Reputation: 75
I'm using MySQL and am currently stuck trying to understand how a piece of code works. This is regarding the Hackerrank SQL question titled "Challenges". The problem statement is as follows
Julia asked her students to create some coding challenges. Write a query to print the hacker_id, name, and the total number of challenges created by each student. Sort your results by the total number of challenges in descending order. If more than one student created the same number of challenges, then sort the result by hacker_id. If more than one student created the same number of challenges and the count is less than the maximum number of challenges created, then exclude those students from the result.
I have found a working MySQL solution courtesy of this page That uses the following code:
SELECT c.hacker_id, h.name, COUNT(c.challenge_id) AS cnt
FROM Hackers AS h JOIN Challenges AS c ON h.hacker_id = c.hacker_id
GROUP BY c.hacker_id, h.name HAVING
cnt = (SELECT COUNT(c1.challenge_id) FROM Challenges AS c1 GROUP BY c1.hacker_id ORDER BY COUNT(*) DESC LIMIT 1) OR
cnt NOT IN (SELECT COUNT(c2.challenge_id) FROM Challenges AS c2 GROUP BY c2.hacker_id HAVING c2.hacker_id <> c.hacker_id)
ORDER BY cnt DESC, c.hacker_id;
As of now I understand the problem statement up until "If more than one student created the same number of challenges and the count is less than the maximum number of challenges created, then exclude those students from the result." I simply have no clue how to structure a query to solve that statement.
In the code provided above, I understand everything it does until this section
cnt NOT IN (SELECT COUNT(c2.challenge_id) FROM Challenges AS c2 GROUP BY c2.hacker_id HAVING c2.hacker_id <> c.hacker_id)
Can anyone please help me understand what this line accomplishes and the logic behind it? Specifically I don't know what c2.hacker_id <> c.hacker_id is supposed to do.
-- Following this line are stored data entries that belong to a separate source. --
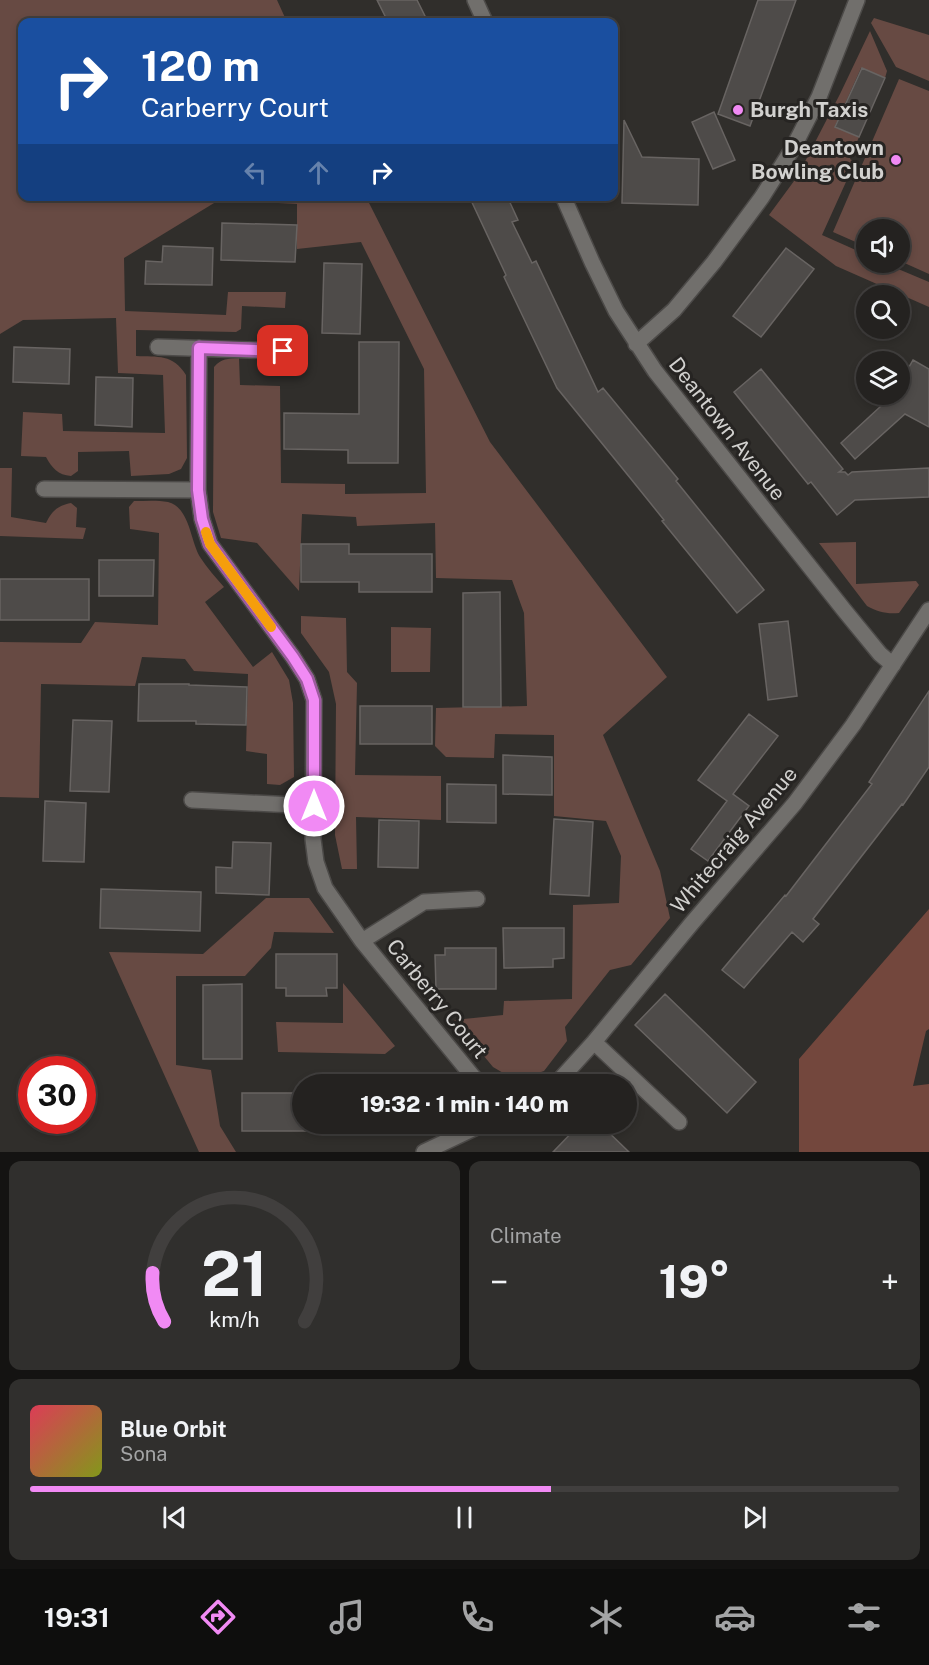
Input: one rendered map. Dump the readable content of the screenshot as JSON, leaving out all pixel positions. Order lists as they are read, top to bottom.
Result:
{
  "streets": {
    "street": ["Deantown Avenue", "Whitecraig Avenue", "Carberry Court"]
  },
  "crossings": [
    ["Deantown Avenue", "Whitecraig Avenue"]
  ],
  "places": ["Burgh Taxis", "Deantown Bowling Club"],
  "page": {
    "turn": ["120 m", "Carberry Court"],
    "limit": "30",
    "trip": "19:32 · 1 min · 140 m",
    "tile": "Climate",
    "heat": ["−", "19°", "+"],
    "song": ["Blue Orbit", "Sona"],
    "tabs": "19:31",
    "gauge": ["21", "km/h"]
  }
}
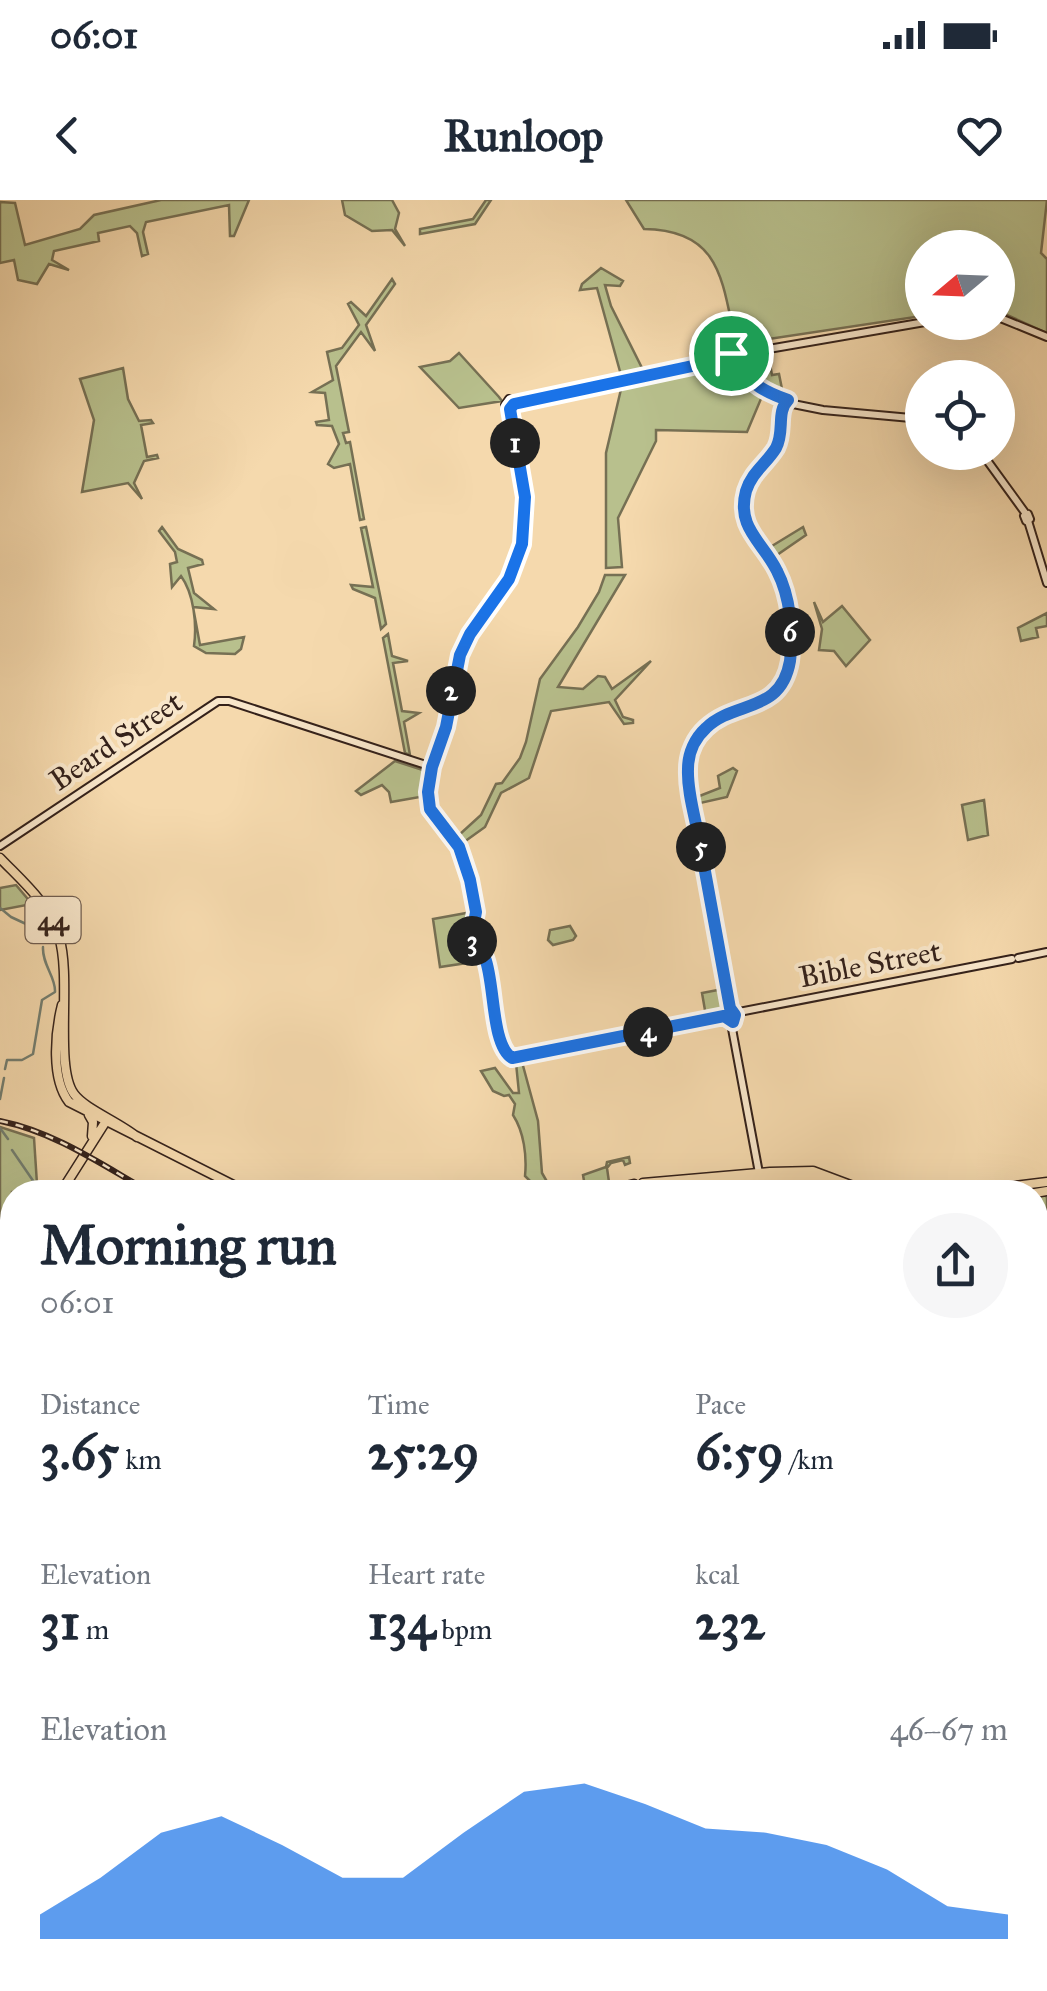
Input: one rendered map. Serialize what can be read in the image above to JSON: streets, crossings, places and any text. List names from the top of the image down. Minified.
{"streets":{"main road":["44"],"street":["Beard Street","Bible Street"]},"crossings":[["Beard Street","Bible Street"]],"north":"left","page":{"status":"06:01","header":"Runloop","pins":["1","6","2","5","3","4"],"heading":["Morning run","06:01"],"stats":[["Distance","3.65 km"],["Time","25:29"],["Pace","6:59 /km"],["Elevation","31 m"],["Heart rate","134 bpm"],["kcal","232"]],"chart":["Elevation","46–67 m"]}}
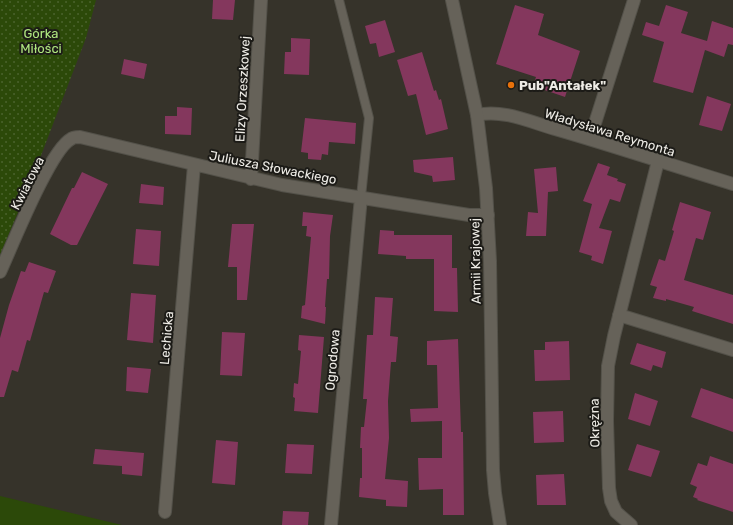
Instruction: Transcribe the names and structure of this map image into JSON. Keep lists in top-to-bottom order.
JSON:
{
  "streets": {
    "street": [
      "Elizy Orzeszkowej",
      "Władysława Reymonta",
      "Juliusza Słowackiego",
      "Kwiatowa",
      "Armii Krajowej",
      "Lechicka",
      "Ogrodowa",
      "Okrężna"
    ]
  },
  "crossings": [
    ["Elizy Orzeszkowej", "Juliusza Słowackiego"],
    ["Władysława Reymonta", "Armii Krajowej"],
    ["Władysława Reymonta", "Okrężna"],
    ["Juliusza Słowackiego", "Kwiatowa"],
    ["Juliusza Słowackiego", "Armii Krajowej"],
    ["Juliusza Słowackiego", "Lechicka"],
    ["Juliusza Słowackiego", "Ogrodowa"]
  ],
  "parks": ["Górka Miłości"],
  "places": ["Pub\"Antałek\""]
}
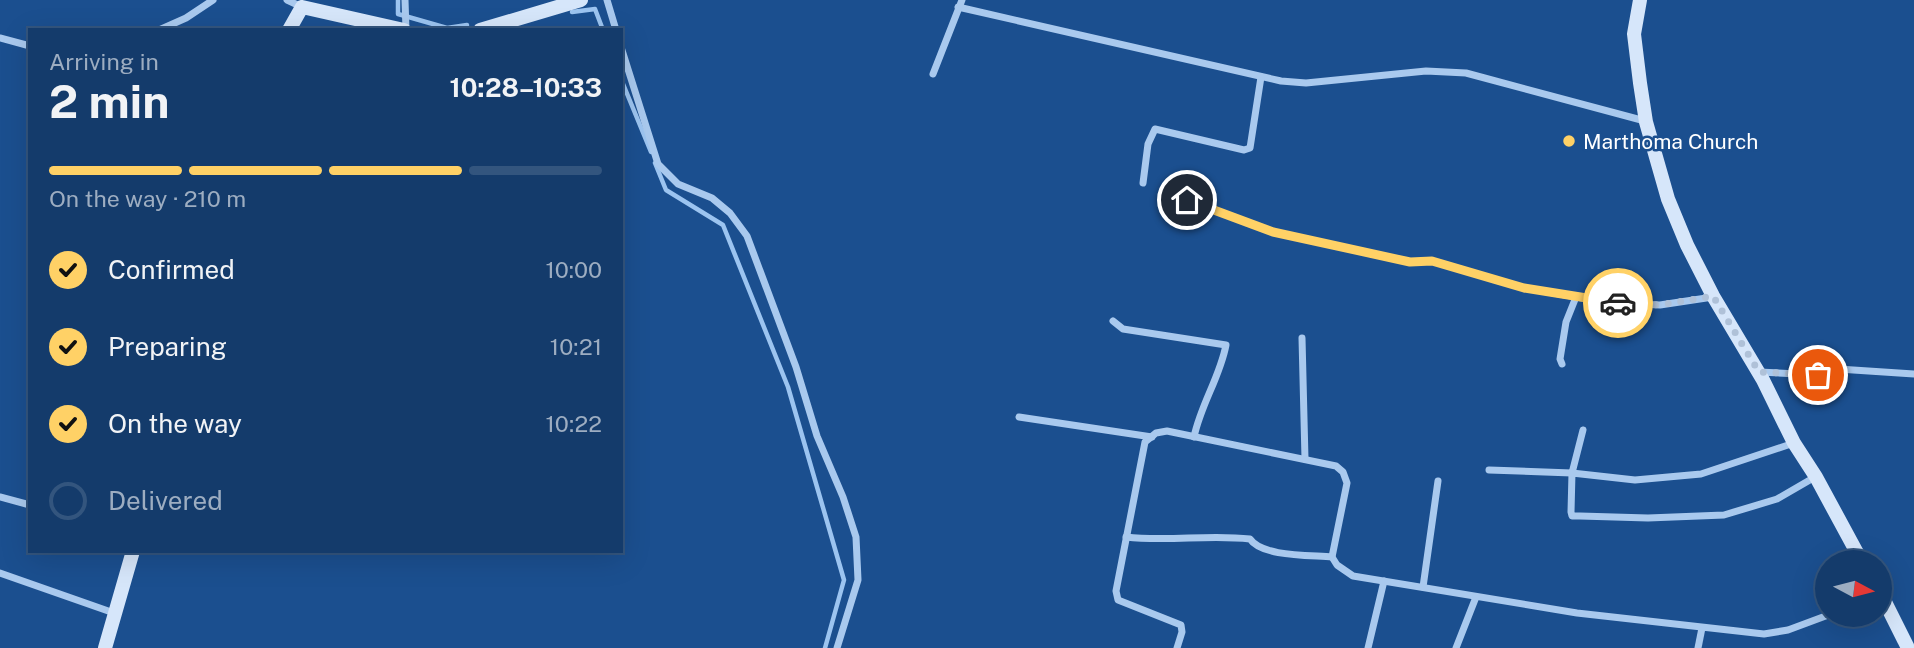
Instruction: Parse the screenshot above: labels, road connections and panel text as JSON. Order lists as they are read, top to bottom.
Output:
{
  "places": ["Marthoma Church"],
  "north": "right",
  "page": {
    "heading": ["2 min", "Arriving in", "10:28–10:33"],
    "bar": "On the way · 210 m",
    "list": [
      ["Confirmed", "10:00"],
      ["Preparing", "10:21"],
      ["On the way", "10:22"],
      "Delivered"
    ]
  }
}
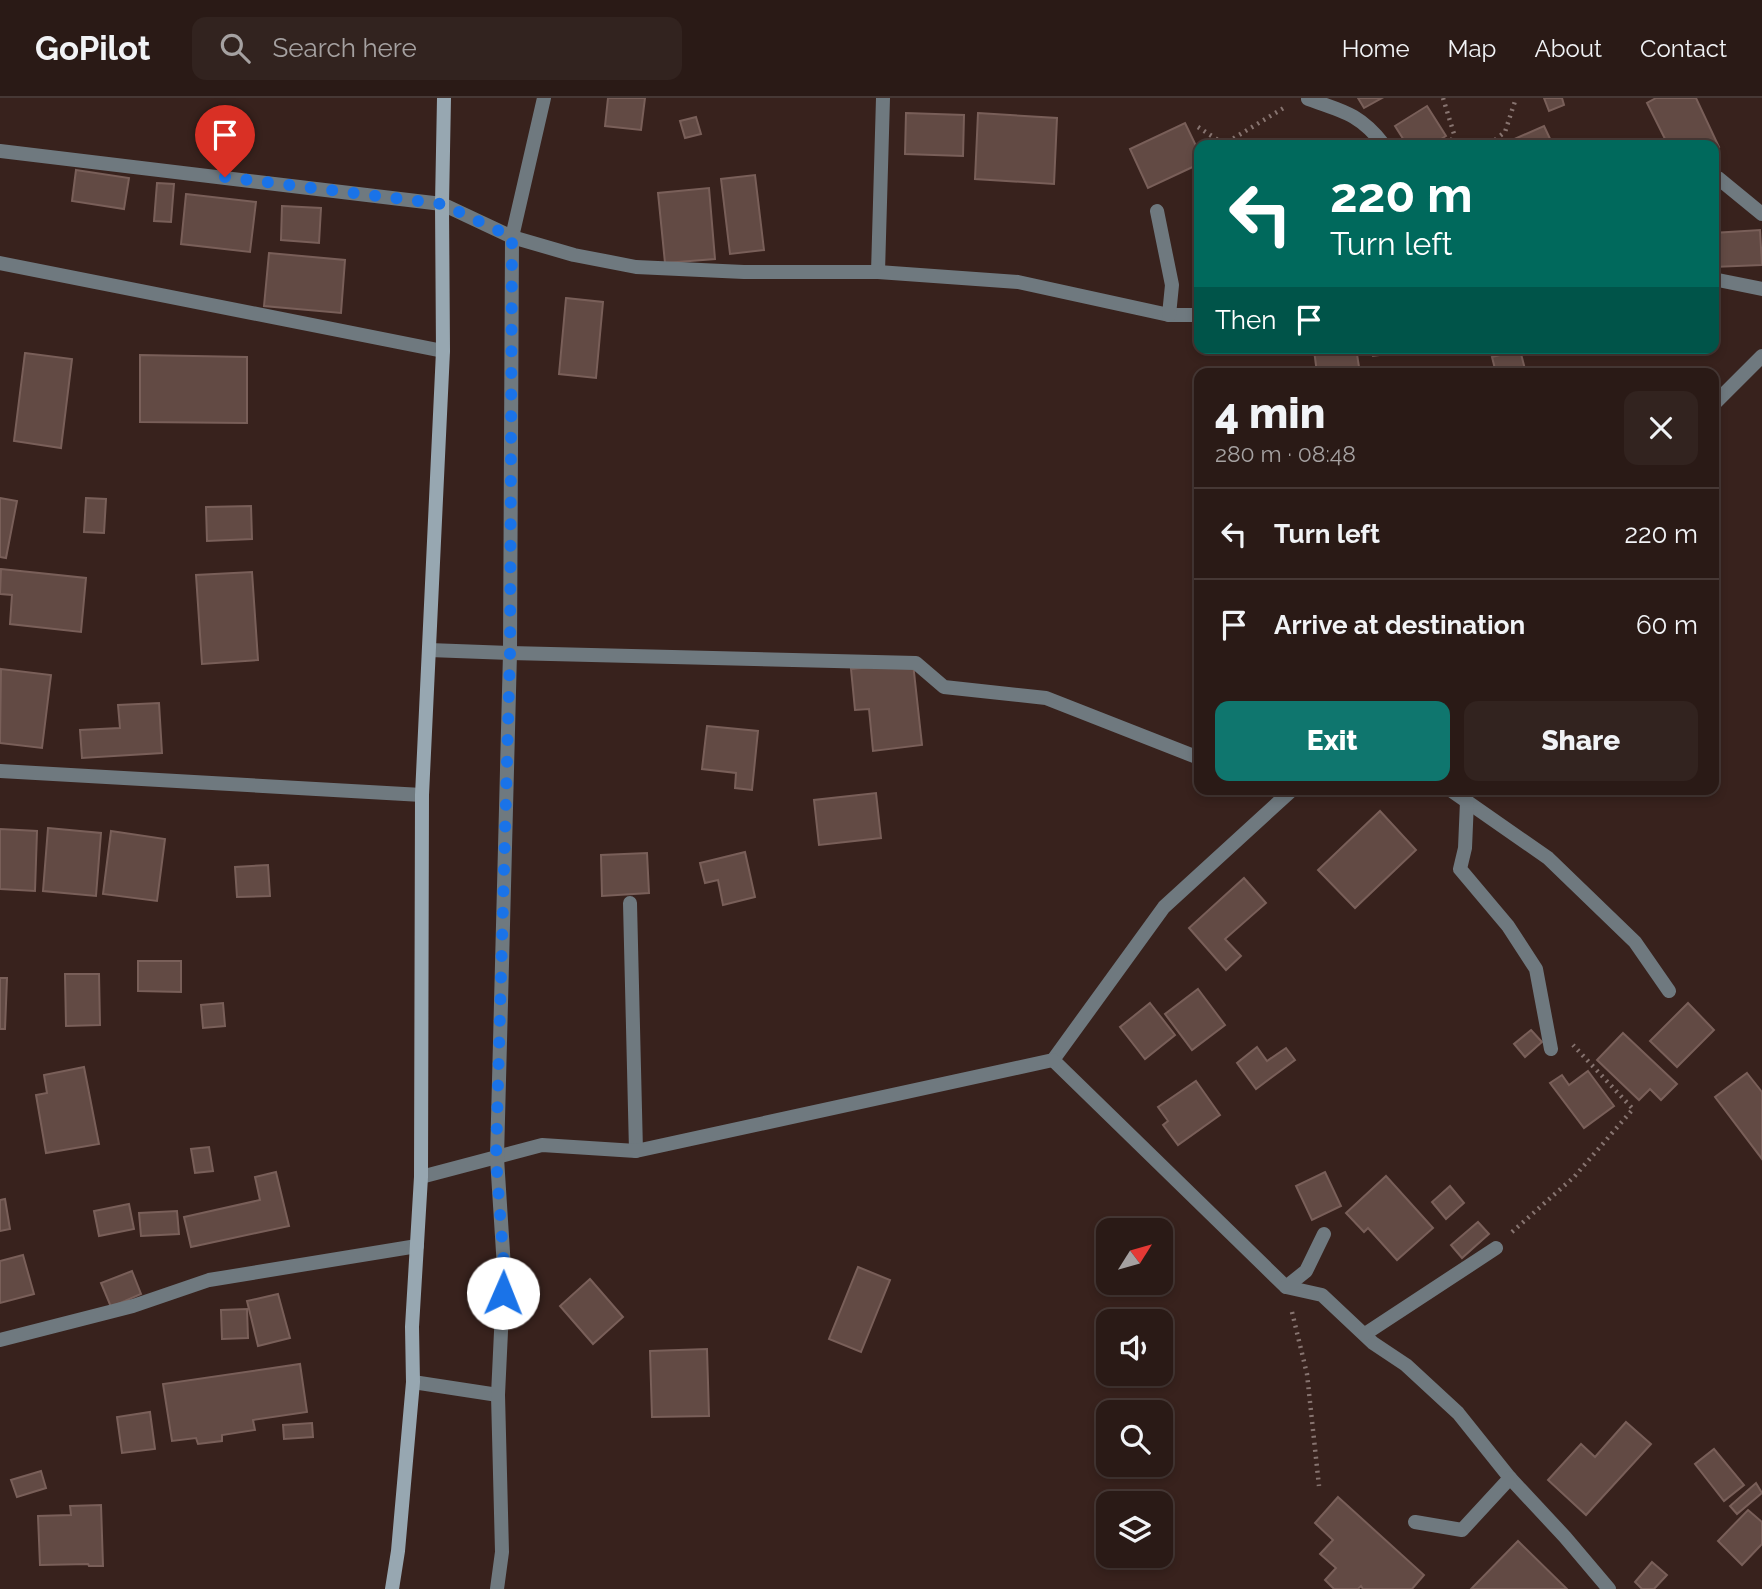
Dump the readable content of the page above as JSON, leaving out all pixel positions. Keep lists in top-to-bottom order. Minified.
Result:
{"north":"top right","page":{"header":"GoPilot","search":"Search here","nav":["Home","Map","About","Contact"],"turn":["220 m","Turn left"],"then":"Then","heading":["4 min","280 m · 08:48"],"list":[{"name":"Turn left","value":"220 m"},{"name":"Arrive at destination","value":"60 m"}],"buttons":["Exit","Share"]}}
I'm guessing the whole line selects the number of challenge_ids done by particular hacker_ids who aren't the same person, but I have no clue how that solves the query.
Upvotes: 1
Views: 908
Reputation: 11
select C.hacker_id, H.Hacker_Name, challengesCreated from Hackers H join (select hacker_id, count(challenge_id)challengesCreated from Challenges group by hacker_id) C on H.hacker_id = C.hacker_id where challengesCreated = (SELECT top 1 COUNT(c1.challenge_id)C1Cha FROM Challenges AS c1 GROUP BY c1.hacker_id ORDER BY C1Cha DESC) OR challengesCreated NOT IN (SELECT COUNT(c2.challenge_id) FROM Challenges AS c2 GROUP BY c2.hacker_id HAVING c2.hacker_id <> c.hacker_id) order by challengesCreated desc, c.hacker_id;
Upvotes: 0
Reputation: 74680
Suppose you get a list of hacker ids and sub counts out of the query when you don't have this clause:
hacker, counter
1, 10
2, 9
3, 9
Two and three shouldn't be in there because they're tied on count, so we can implement it as excluding anyone who counted 9
Consider that conceptually the database will run the query for every row in the results: when processing hacker 2 row the query gets a list of challenge counts where someone whose id isnt 2. This means when considering hacker 2, the dB will pull back a list of the following counts:
10, --it comes from hacker 1
9 --it comes from hacker 3
The database then goes "i'm processing hacker 2, whose count is 9. I may only include hacker 2 in the results if hacker 2's count(9) is not in the following list of values: 10, 9. Oh, 9 is in the list of banned values. I'll exclude hacker 2 from the results
Repeat for hacker 3, this time a 9 count comes from hacker 2 so 3 is also excluded
Upvotes: 1
Reputation: 522386
Analytic functions greatly help with a question like this, so I will offer a solution using MySQL 8+, which, moving forward, will be the likely database which a reader of your question would be using (and HackerRank will at some point also be using MySQL 8+).
WITH cte AS (
SELECT
c.hacker_id,
h.name,
COUNT(c.challenge_id) AS cnt,
ROW_NUMBER() OVER (ORDER BY COUNT(c.challenge_id) DESC) rn,
MIN(c.hacker_id) OVER (PARTITION BY COUNT(c.challenge_id)) hacker_id_min,
MAX(c.hacker_id) OVER (PARTITION BY COUNT(c.challenge_id)) hacker_id_max
FROM Hackers AS h
INNER JOIN Challenges AS c
ON h.hacker_id = c.hacker_id
GROUP BY
c.hacker_id,
h.name
)
SELECT
hacker_id,
name,
cnt
FROM cte
WHERE
rn = 1 OR hacker_id_min = hacker_id_max
ORDER BY
cnt DESC,
c.hacker_id;
This answer words by computing a row number, sorted in descending order by the count. It also computes the min and max hacker_id
values for each partition of challenge counts. Records are retained if they belong to the highest count, regardless of ties for first place. And records are also retained if the given count is only associated with a single user.
Upvotes: 1